Data supplied START

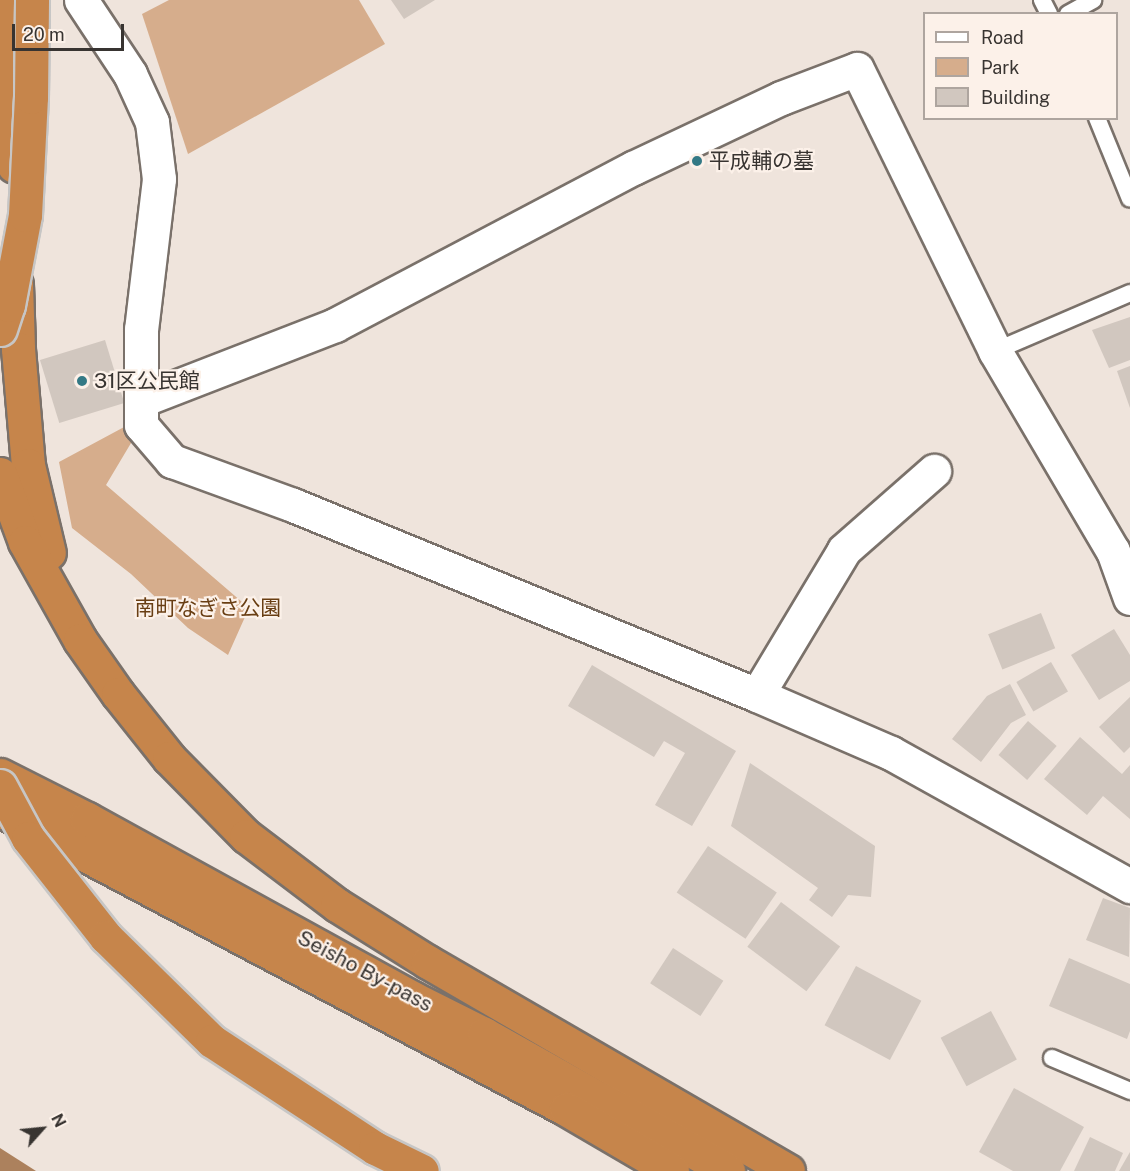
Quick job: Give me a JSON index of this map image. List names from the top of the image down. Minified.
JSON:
{"streets":{"highway":["Seisho By-pass"]},"parks":["南町なぎさ公園"],"places":["平成輔の墓","31区公民館"],"legend":["Road","Park","Building"],"scale_bar":"20 m","north":"top right"}
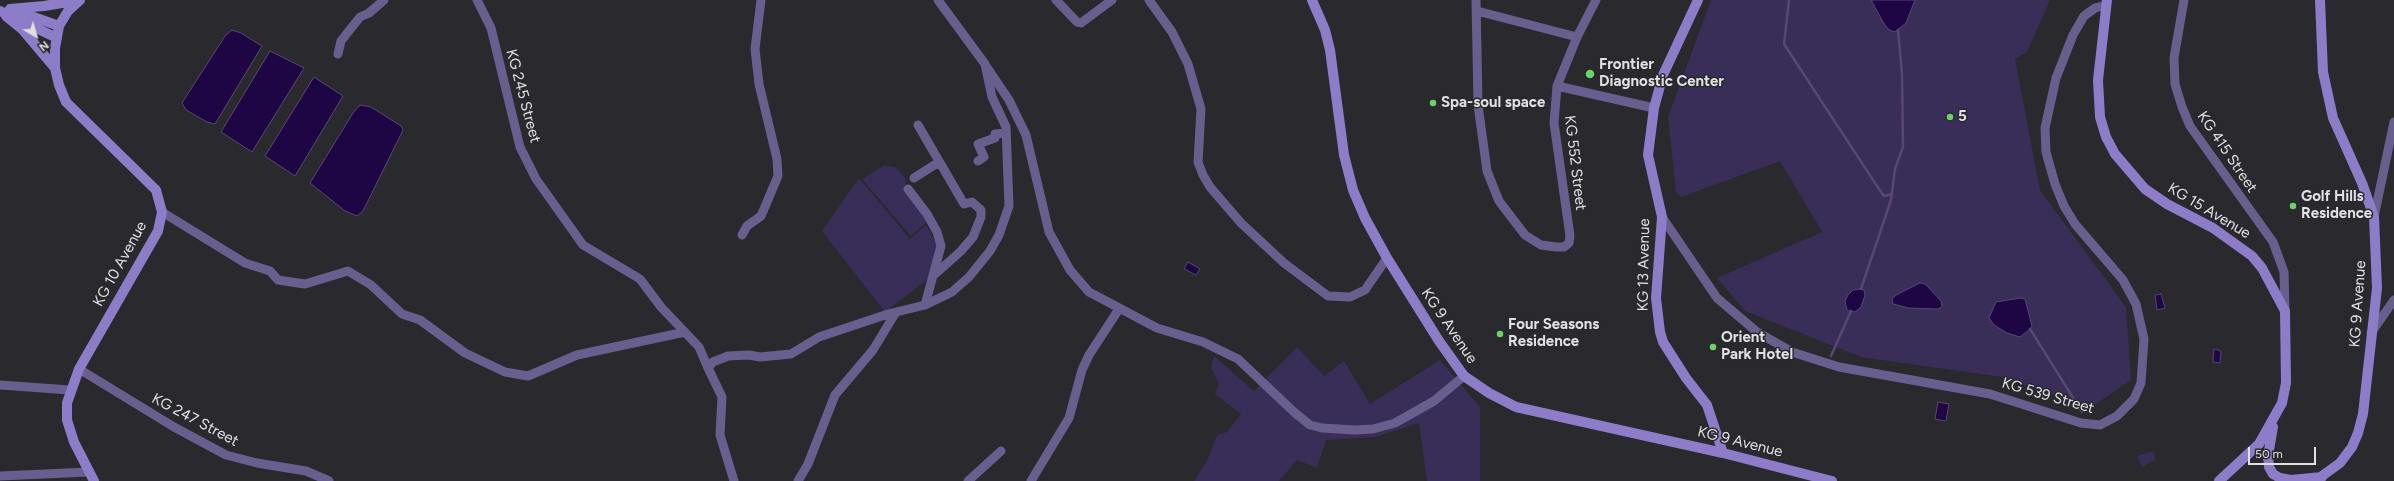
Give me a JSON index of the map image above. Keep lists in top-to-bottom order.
{
  "streets": {
    "main road": [
      "KG 15 Avenue",
      "KG 10 Avenue",
      "KG 13 Avenue",
      "KG 9 Avenue"
    ],
    "street": [
      "KG 245 Street",
      "KG 415 Street",
      "KG 552 Street",
      "KG 539 Street",
      "KG 247 Street"
    ]
  },
  "crossings": [
    ["KG 415 Street", "KG 15 Avenue"],
    ["KG 15 Avenue", "KG 539 Street"],
    ["KG 10 Avenue", "KG 247 Street"],
    ["KG 13 Avenue", "KG 9 Avenue"],
    ["KG 13 Avenue", "KG 539 Street"]
  ],
  "places": [
    "Frontier Diagnostic Center",
    "Spa-soul space",
    "5",
    "Golf Hills Residence",
    "Four Seasons Residence",
    "Orient Park Hotel"
  ],
  "scale_bar": "50 m",
  "north": "bottom right"
}
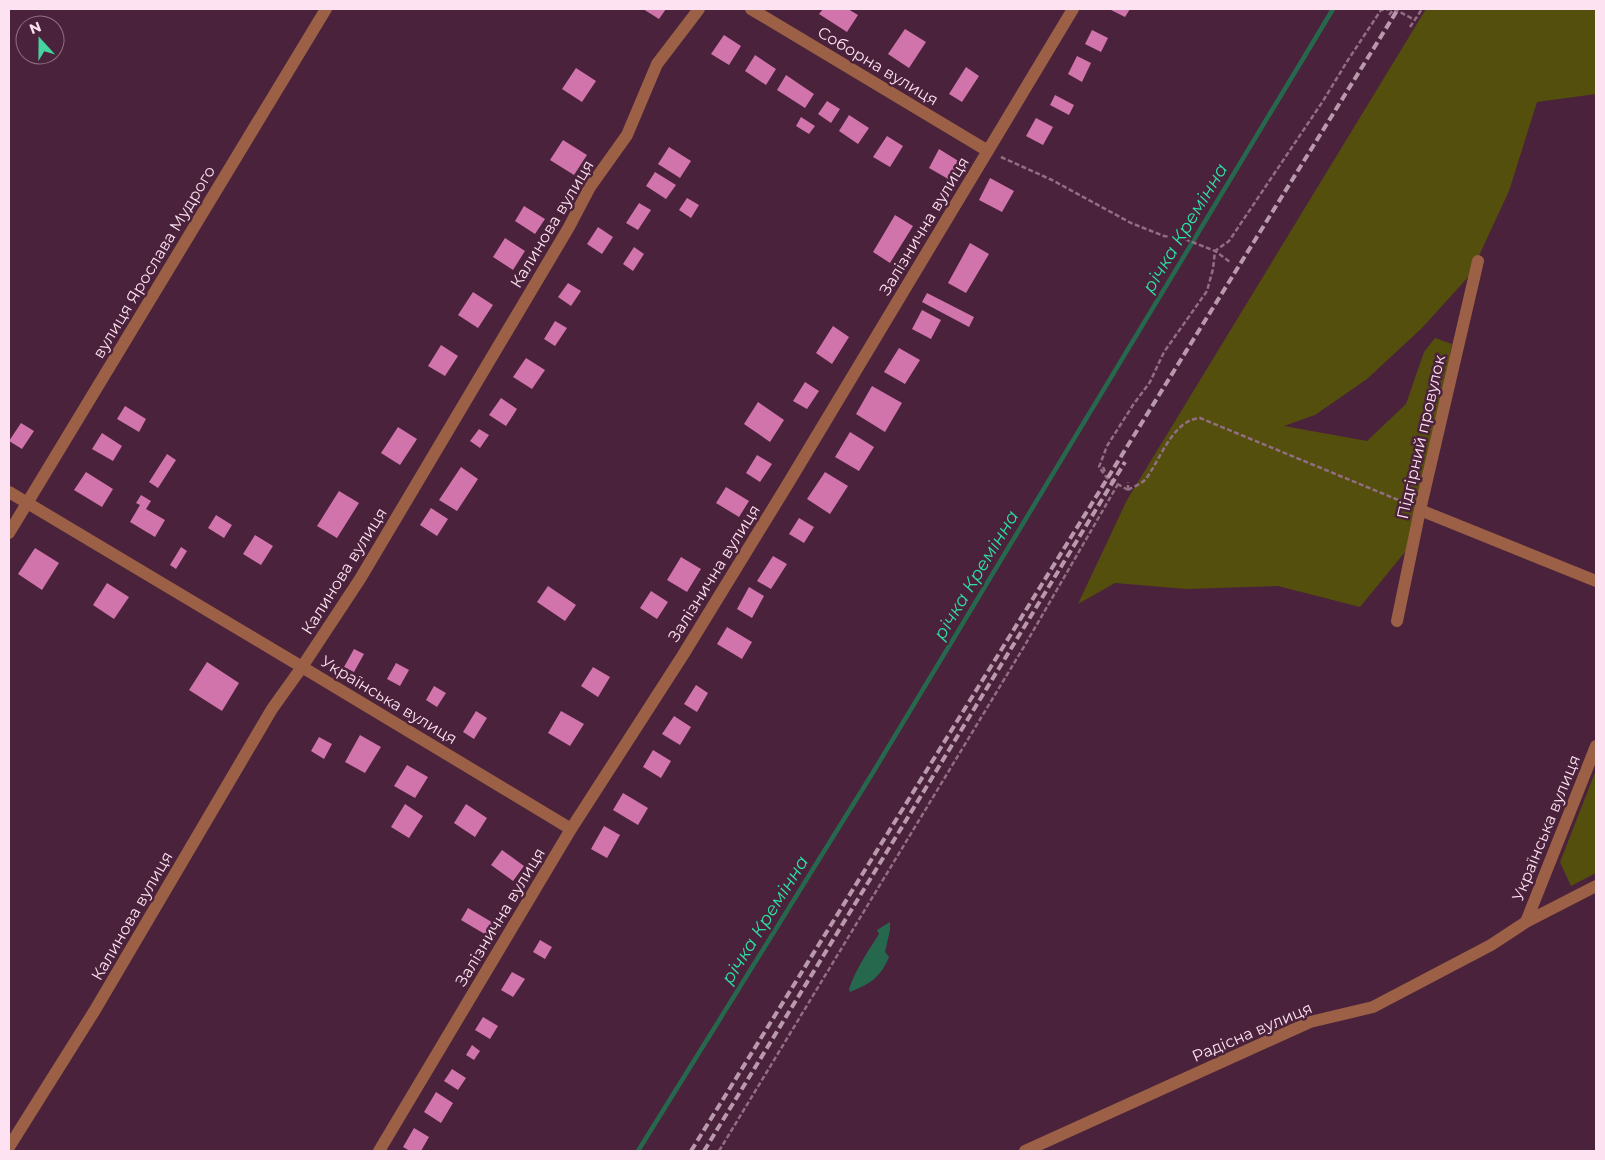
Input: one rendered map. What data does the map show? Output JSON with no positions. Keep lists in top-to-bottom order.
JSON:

Data supplied END

=== Activity ===
The records above are to be repeated exactly, with every picture removed from the copy.

=== Exercise response ===
Quick job: Give me a JSON index of this map image. List names from the top of the image down. Minified.
JSON:
{"streets":{"highway":["Seisho By-pass"]},"parks":["南町なぎさ公園"],"places":["平成輔の墓","31区公民館"],"legend":["Road","Park","Building"],"scale_bar":"20 m","north":"top right"}
Give me a JSON index of the map image above. Keep lists in top-to-bottom order.
{
  "streets": {
    "main road": [
      "KG 15 Avenue",
      "KG 10 Avenue",
      "KG 13 Avenue",
      "KG 9 Avenue"
    ],
    "street": [
      "KG 245 Street",
      "KG 415 Street",
      "KG 552 Street",
      "KG 539 Street",
      "KG 247 Street"
    ]
  },
  "crossings": [
    ["KG 415 Street", "KG 15 Avenue"],
    ["KG 15 Avenue", "KG 539 Street"],
    ["KG 10 Avenue", "KG 247 Street"],
    ["KG 13 Avenue", "KG 9 Avenue"],
    ["KG 13 Avenue", "KG 539 Street"]
  ],
  "places": [
    "Frontier Diagnostic Center",
    "Spa-soul space",
    "5",
    "Golf Hills Residence",
    "Four Seasons Residence",
    "Orient Park Hotel"
  ],
  "scale_bar": "50 m",
  "north": "bottom right"
}
Input: one rendered map. What data does the map show? Output JSON with no positions. Keep lists in top-to-bottom order.
JSON:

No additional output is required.